Table 2 Adverse events in patients receiving entacapone or placebo with levodopa/benserazide (LB) or levodopa/carbidopa (LC) reported in at least one group by ≥3 % of the patients

Discussion

This is the largest pooled analysis of the efficacy and safety of entacapone specifically in patients on LB including a total of 300 patients of which 170 and 130 were randomized to entacapone and placebo, respectively. Entacapone significantly improved daily OFF- and ON-times as well as UPDRS II and III scores irrespective of the DDCI (carbidopa or benserazide) combined with levodopa. These results are well in line with separate reports and the overall pooled analysis of entacapone phase III studies (PSG 1997; Rinne et al. 1998; Poewe et al. 2002; Brooks and Sagar 2003; Kuoppamäki et al. 2014). An important finding was also that the treatment effects of entacapone (vs placebo) did not differ between patients on LC or LB. In other words, patients on LB received similar benefits of entacapone for the treatment of their wearing-off symptoms compared to those on LC. As the present analysis was based on data from a pooled dataset, the analysis was not prospectively powered for hypothesis testing and can therefore be considered as explorative. For the comparison of OFF-time difference between the two DDCIs, the analysis had 92 % power to show a difference of 1.5 h in daily OFF-time as statistically significant with a two-sided significance level of 0.05 and assuming the observed standard deviation of 2.5 h based on a test for the interaction term between randomized treatment group and DDCI. This suggests that despite lack of a prospective sample size calculation, the analysis is adequately powered to detect clinically meaningful treatment effects. Tolerability and safety of entacapone was also comparable between patients on LC or LB.

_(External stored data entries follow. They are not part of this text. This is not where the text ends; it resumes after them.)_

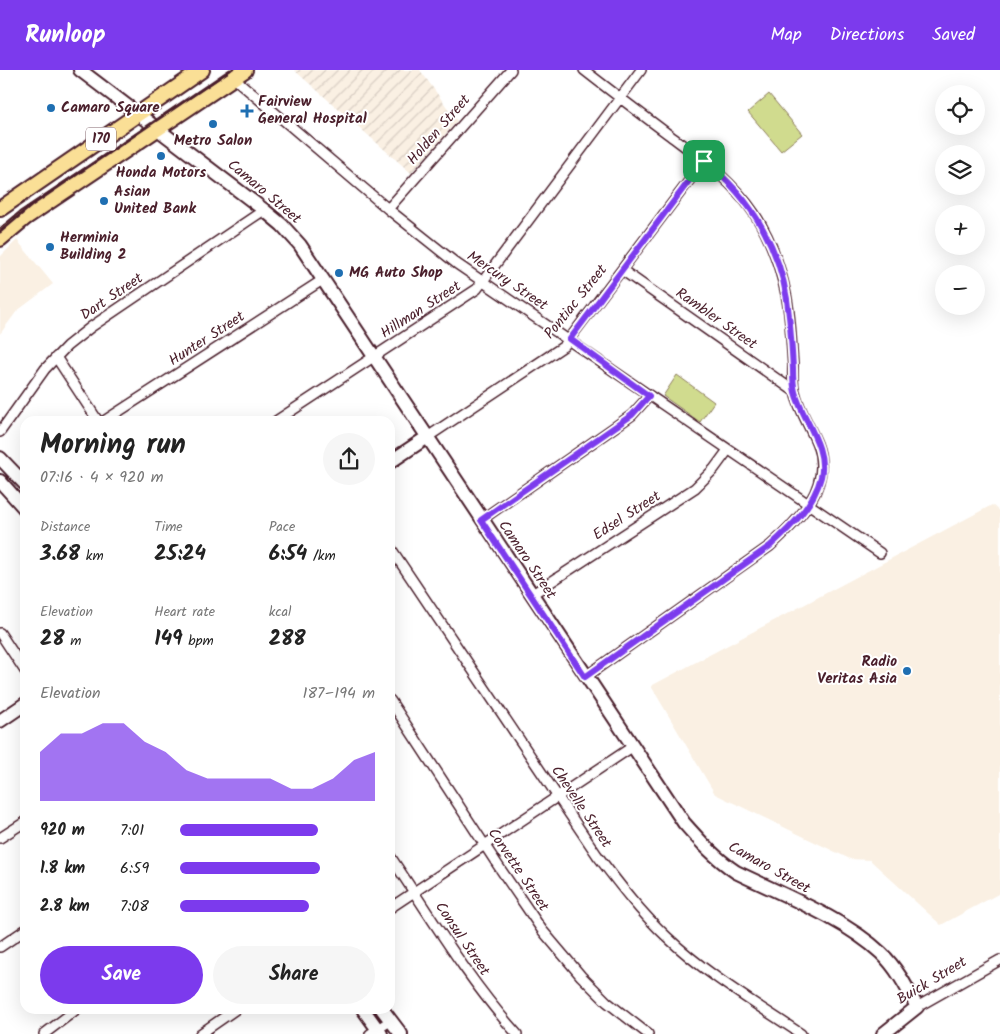 <!DOCTYPE html>
<meta charset="utf-8">
<style>
:root{--surface:#fff;--page:#f6f6f6;--text:#222;--muted:#767676;--accent:#7c3aed}
body{margin:0;font-family:Kalam,sans-serif;background:var(--page);color:var(--text);height:100vh;display:flex;flex-direction:column;font-size:19px;white-space:nowrap}
*{box-sizing:border-box;margin:0}
p{font-size:16px;color:var(--muted)}
.icon{flex:none;width:28px;height:28px;fill:none;stroke:currentColor;stroke-width:2;stroke-linecap:round;stroke-linejoin:round}
.map{position:relative;flex:1;overflow:hidden}
.details{position:absolute;left:20px;top:346px;width:375px;height:598px;display:flex;flex-direction:column;background:var(--surface);border-radius:15px;box-shadow:0 5px 20px #0002}
.details>*{flex:none}
.fabs{position:absolute;left:935px;top:15px;display:grid;gap:10px}
.fabs a{display:grid;place-items:center;width:50px;height:50px;border-radius:50%;background:var(--surface);box-shadow:0 5px 20px #0002;font-size:25px}
.pin{position:absolute;display:grid;place-items:center;width:42px;height:42px;color:#fff;margin:-21px;border-radius:10px;box-shadow:0 2px 8px #0006}
.round{display:grid;place-items:center;flex:none;width:52px;height:52px;border-radius:26px;background:var(--page)}
.summary{display:flex;align-items:center;justify-content:space-between;height:85px;padding:0 20px}
h1{font-size:28px;font-weight:700;line-height:38px}
.stats{display:grid;grid-template-columns:repeat(3,1fr);gap:8px;height:85px;padding:5px 20px}
.stats div{display:grid;align-content:center}
.stats b{font-size:21px;font-weight:700}
.stats small{font-size:14px;font-weight:400}
.stats p{font-size:14px}
.chart{height:140px;padding:10px 20px}
.chart p{display:flex;justify-content:space-between}
.chart svg{width:100%;height:90px;margin-top:5px;fill:var(--accent);opacity:.7}
.cta{display:flex;gap:10px;margin-top:auto;padding:10px 20px}
.cta a{flex:1;height:58px;border-radius:30px;background:var(--accent);color:#fff;font-size:20px;font-weight:700;line-height:58px;text-align:center}
.cta a+a{background:var(--page);color:var(--text)}
ul{padding:0 20px;list-style:none;font-size:16px}
li{display:grid;grid-template-columns:80px 60px 1fr;align-items:center;height:38px}
li i{height:12px;border-radius:6px;background:var(--accent)}
header{display:flex;align-items:center;gap:30px;box-sizing:border-box;height:70px;padding:0 25px;background:var(--accent);color:#fff}
header strong{font-size:24px}
nav{display:flex;gap:28px;margin-inline-start:auto;font-size:18px}
.map>svg:first-child{display:block}
.built{fill:#faf0e3}
.industrial{fill:url(#industrial-furrows)}
.garden{fill:#d0db8e;stroke:#8d7d5c}
.lines{fill:none;stroke-linecap:round;stroke-linejoin:round}
.street-casing{stroke:#4a1f2b;stroke-width:12}
.secondary-casing{stroke:#4a1f2b;stroke-width:16}
.primary-casing{stroke:#4a1f2b;stroke-width:18}
.street{stroke:#fff;stroke-width:9}
.secondary{stroke:#fff;stroke-width:12}
.primary{stroke:#fadf96;stroke-width:14}
.rail{stroke:#4a1f2b;stroke-width:3}
.route-casing{stroke:#fff;stroke-width:10}
.route{stroke:#7c3aed;stroke-width:6}
.poi-dot{fill:#1f6fb2;stroke:#fff;stroke-width:2}
.labels{text-anchor:middle;dominant-baseline:central;stroke-width:4;stroke-linejoin:round;paint-order:stroke}
.shield{fill:#fff;stroke:#80626b;stroke-width:1}
.shield-label{font-size:14px;font-weight:bold;fill:#4a1f2b}
.poi-label{font-size:15px;font-weight:bold;fill:#4a1f2b;stroke:#fff;text-anchor:start}
.street-label{font-size:15px;fill:#4a1f2b;stroke:#fff}
</style>
<header>
<strong>Runloop</strong>
<nav><a>Map</a><a>Directions</a><a>Saved</a></nav>
</header>
<div class="map">
<svg width="1000" height="964" viewBox="0 0 1000 964">
<defs>
<pattern id="industrial-furrows" width="10" height="10" patternUnits="userSpaceOnUse" patternTransform="scale(1.25)"><rect width="10" height="10" fill="#faf0e3"/><path d="M-1 1l2-2M0 10L10 0M9 11l2-2" fill="none" stroke="#d8cdc3"/></pattern>
</defs>
<rect width="100%" height="100%" fill="#fff"/>
<filter id="ink" filterUnits="userSpaceOnUse"><feTurbulence type="fractalNoise" baseFrequency=".02" numOctaves="2"/><feDisplacementMap in="SourceGraphic" scale="10" xChannelSelector="R" yChannelSelector="G"/><feConvolveMatrix kernelMatrix="1 2 1 2 8 2 1 2 1" color-interpolation-filters="sRGB"/></filter>
<g filter="url(#ink)">
<path class="built" d="M17,170L53,214L17,241L0,264V187Z
M992,435L1000,442V823L941,855L870,790L850,789L715,724L651,616Z"/>
<path class="industrial" d="M294,0H420L457,51L411,103Z"/>
<path class="garden" d="M769,24L802,64L781,81L748,42Z
M677,305L714,332L700,352L663,326Z"/>
<g class="lines">
<g class="street-casing">
<path id="street" d="M584,0C612,22 640,43 668,64C700,88 732,110 754,143C770,167 780,196 786,224C791,247 791,272 793,295C793,304 792,314 795,322C799,340 810,357 817,374C833,417 799,450 770,476L585,607
M234,8L388,139L457,194L880,483
M388,139L511,0
M622,200L794,321
M56,287L98,351
M104,351L324,209
M276,351L477,219L641,0
M0,362L45,299L67,276L91,257L264,140
M426,368L564,276L704,91
M481,450L632,345L649,326
M390,477L597,785C619,814 640,842 667,867C707,905 755,933 801,964
M531,525L695,418L714,399L728,380
M0,563L25,601
M390,630L499,797L542,860L581,906L607,932L648,964
M0,768L25,752
M390,786C431,847 468,910 517,964
M390,838L632,677
M0,877L25,860
M917,937L1000,890
M44,964L77,939
M200,964L236,939
M370,964L390,951"/>
</g>
<g class="secondary-casing">
<path id="secondary" d="M80,0L264,140L282,155L300,175L684,753C700,771 715,788 736,802C781,824 845,849 881,883C897,898 907,918 917,937L883,964
M0,388L25,414
M390,392L426,368
M0,411L25,439
M0,651L25,634
M363,939L381,964
M382,939L401,964"/>
</g>
<g class="primary-casing">
<path id="primary" d="M0,139L202,0
M0,169L25,148L245,0"/>
</g>
<use href="#street" class="street"/>
<use href="#secondary" class="secondary"/>
<use href="#primary" class="primary"/>
<path class="rail" d="M0,162L32,135L230,0"/>
</g>
</g>
<g class="lines" filter="url(#ink)">
<g class="route-casing">
<path id="route" d="M704,91C753,128 784,184 789,246C791,263 792,281 793,299C793,306 793,314 795,322C802,349 828,377 821,407C814,435 791,457 770,476L585,607L481,450L632,345L649,326L570,269Z"/>
</g>
<use href="#route" class="route"/>
</g>
<g class="poi-dot">
<circle cx="51" cy="38" r="5"/>
<path d="M244.5 33.5h5v5h5v5h-5v5h-5v-5h-5v-5h5z"/>
<circle cx="213" cy="54" r="5"/>
<circle cx="161" cy="86" r="5"/>
<circle cx="104" cy="131" r="5"/>
<circle cx="50" cy="177" r="5"/>
<circle cx="339" cy="203" r="5"/>
<circle cx="907" cy="601" r="5"/>
</g>
<g class="labels">
<rect class="shield" x="86" y="57.5" width="30" height="23" rx="4"/>
<g class="shield-label">
<text x="101" y="69">170</text>
</g>
<g class="poi-label">
<text x="258" y="32">Fairview<tspan x="258" dy="17">General Hospital</tspan></text>
<text x="61" y="38">Camaro Square</text>
<text x="213" y="71" text-anchor="middle">Metro Salon</text>
<text x="161" y="103" text-anchor="middle">Honda Motors</text>
<text x="114" y="122">Asian<tspan x="114" dy="17">United Bank</tspan></text>
<text x="60" y="168">Herminia<tspan x="60" dy="17">Building 2</tspan></text>
<text x="349" y="203">MG Auto Shop</text>
<text x="897" y="592" text-anchor="end">Radio<tspan x="897" dy="17">Veritas Asia</tspan></text>
</g>
<g class="street-label">
<text transform="translate(439 60) rotate(-49)">Holden Street</text>
<text transform="translate(264 122) rotate(40)">Camaro Street</text>
<text transform="translate(507 211) rotate(34)">Mercury Street</text>
<text transform="translate(112 227) rotate(-34)">Dart Street</text>
<text transform="translate(576 232) rotate(-51)">Pontiac Street</text>
<text transform="translate(421 240) rotate(-33)">Hillman Street</text>
<text transform="translate(716 249) rotate(35)">Rambler Street</text>
<text transform="translate(207 269) rotate(-33)">Hunter Street</text>
<text transform="translate(627 446) rotate(-33)">Edsel Street</text>
<text transform="translate(527 490) rotate(56)">Camaro Street</text>
<text transform="translate(581 737) rotate(56)">Chevelle Street</text>
<text transform="translate(769 798) rotate(29)">Camaro Street</text>
<text transform="translate(518 800) rotate(56)">Corvette Street</text>
<text transform="translate(462 869) rotate(56)">Consul Street</text>
<text transform="translate(932 911) rotate(-31)">Buick Street</text>
</g>
</g>
</svg>
<div class="fabs">
<a><svg class="icon" aria-label="locate" viewBox="0 0 24 24"><circle cx="12" cy="12" r="6"/><path d="M12 2v4M12 18v4M2 12h4M18 12h4"/></svg></a>
<a><svg class="icon" aria-label="layers" viewBox="0 0 24 24"><path d="M12 4l9 5-9 5-9-5zM3 14l9 5 9-5"/></svg></a>
<a>+</a>
<a>−</a>
</div>
<div class="pin" style="left:704px;top:91px;background:#1e9e55"><svg class="icon" aria-label="arrive" viewBox="0 0 24 24"><path d="M6 21V4h12l-3 4 3 4H6"/></svg></div>
<section class="details">
<div class="summary"><div><h1>Morning run</h1><p>07:16 · 4 × 920 m</p></div><a class="round"><svg class="icon" aria-label="share" viewBox="0 0 24 24"><path d="M12 15V3M7 8l5-5 5 5M5 13v7h14v-7"/></svg></a></div>
<div class="stats">
<div><p>Distance</p><b>3.68<small> km</small></b></div>
<div><p>Time</p><b>25:24</b></div>
<div><p>Pace</p><b>6:54<small> /km</small></b></div>
</div>
<div class="stats">
<div><p>Elevation</p><b>28<small> m</small></b></div>
<div><p>Heart rate</p><b>149<small> bpm</small></b></div>
<div><p>kcal</p><b>288</b></div>
</div>
<div class="chart"><p><span>Elevation</span>187–194 m</p>
<svg viewBox="0 0 160 44" preserveAspectRatio="none"><path d="M0 44V20L10 11L20 11L30 6L40 6L50 15L60 20L70 29L80 33L90 33L100 33L110 33L120 38L130 38L140 33L150 24L160 20V44z"/></svg>
</div>
<ul>
<li><b>920 m</b>7:01<i style="width:71%"></i></li>
<li><b>1.8 km</b>6:59<i style="width:72%"></i></li>
<li><b>2.8 km</b>7:08<i style="width:66%"></i></li>
</ul>
<div class="cta"><a>Save</a><a>Share</a></div>
</section>
</div>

Entacapone has become available as a separate product and as a triple combination of levodopa/carbidopa/entacapone (LCE), the latter type of combination not being available with benserazide. Nevertheless, an open-label, 6-week study has reported that patients on LB experienced clinically relevant improvements in their condition when switching directly from LB to LCE. The study also found that the efficacy and safety of switching from LB to LCE was comparable with switching from LC to LCE (Eggert et al. 2010). This finding is also in agreement with our present analysis.

In conclusion, using a pooled analysis of three phase III entacapone studies, we are reporting that adding entacapone provided comparable benefits to PD patients on either LC or LB when treating their wearing-off symptoms. To our knowledge, this is the largest dataset reporting the efficacy and safety of entacapone in PD patients receiving LB.